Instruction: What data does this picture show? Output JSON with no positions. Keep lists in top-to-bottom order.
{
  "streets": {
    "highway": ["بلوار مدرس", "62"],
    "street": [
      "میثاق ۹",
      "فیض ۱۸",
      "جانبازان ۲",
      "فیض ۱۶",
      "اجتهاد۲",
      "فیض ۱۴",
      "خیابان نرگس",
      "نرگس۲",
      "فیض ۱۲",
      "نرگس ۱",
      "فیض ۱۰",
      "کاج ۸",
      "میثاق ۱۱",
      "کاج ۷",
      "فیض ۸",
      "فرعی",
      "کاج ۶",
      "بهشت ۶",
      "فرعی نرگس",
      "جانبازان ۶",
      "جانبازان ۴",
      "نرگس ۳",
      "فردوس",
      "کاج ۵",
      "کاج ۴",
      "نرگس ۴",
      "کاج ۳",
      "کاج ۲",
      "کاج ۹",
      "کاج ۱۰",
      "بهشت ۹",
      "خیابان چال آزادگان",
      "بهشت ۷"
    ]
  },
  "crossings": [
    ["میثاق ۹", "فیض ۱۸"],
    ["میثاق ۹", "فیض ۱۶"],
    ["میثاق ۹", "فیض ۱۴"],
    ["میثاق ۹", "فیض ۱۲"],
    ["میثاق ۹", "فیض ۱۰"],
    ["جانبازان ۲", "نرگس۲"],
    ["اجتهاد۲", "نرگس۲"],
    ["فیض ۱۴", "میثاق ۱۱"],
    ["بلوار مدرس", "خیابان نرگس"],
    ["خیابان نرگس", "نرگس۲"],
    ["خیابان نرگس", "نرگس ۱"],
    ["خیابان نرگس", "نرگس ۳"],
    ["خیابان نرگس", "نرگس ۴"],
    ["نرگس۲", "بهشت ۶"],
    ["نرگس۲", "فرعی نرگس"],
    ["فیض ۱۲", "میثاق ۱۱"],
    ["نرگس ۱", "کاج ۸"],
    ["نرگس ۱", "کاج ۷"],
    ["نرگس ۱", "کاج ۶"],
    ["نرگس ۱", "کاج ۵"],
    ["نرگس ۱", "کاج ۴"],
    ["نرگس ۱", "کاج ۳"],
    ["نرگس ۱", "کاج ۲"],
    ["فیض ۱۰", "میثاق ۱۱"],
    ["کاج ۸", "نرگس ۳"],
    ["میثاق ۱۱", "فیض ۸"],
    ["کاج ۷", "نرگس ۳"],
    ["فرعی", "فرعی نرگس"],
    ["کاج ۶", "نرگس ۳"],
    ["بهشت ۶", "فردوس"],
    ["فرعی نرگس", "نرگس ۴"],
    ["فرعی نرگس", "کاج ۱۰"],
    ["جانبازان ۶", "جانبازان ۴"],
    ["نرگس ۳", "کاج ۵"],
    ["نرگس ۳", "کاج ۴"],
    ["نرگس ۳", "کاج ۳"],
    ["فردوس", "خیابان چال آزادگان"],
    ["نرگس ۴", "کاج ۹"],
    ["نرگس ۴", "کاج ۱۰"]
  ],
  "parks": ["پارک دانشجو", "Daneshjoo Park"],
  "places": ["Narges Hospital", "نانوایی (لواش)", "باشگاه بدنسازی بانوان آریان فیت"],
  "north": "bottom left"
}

___

**Problem to solve:**
Every line with the word "مدرس" in it should be copied from the listing above.

**Reply to the exercise:**
    "highway": ["بلوار مدرس", "62"],
    ["بلوار مدرس", "خیابان نرگس"],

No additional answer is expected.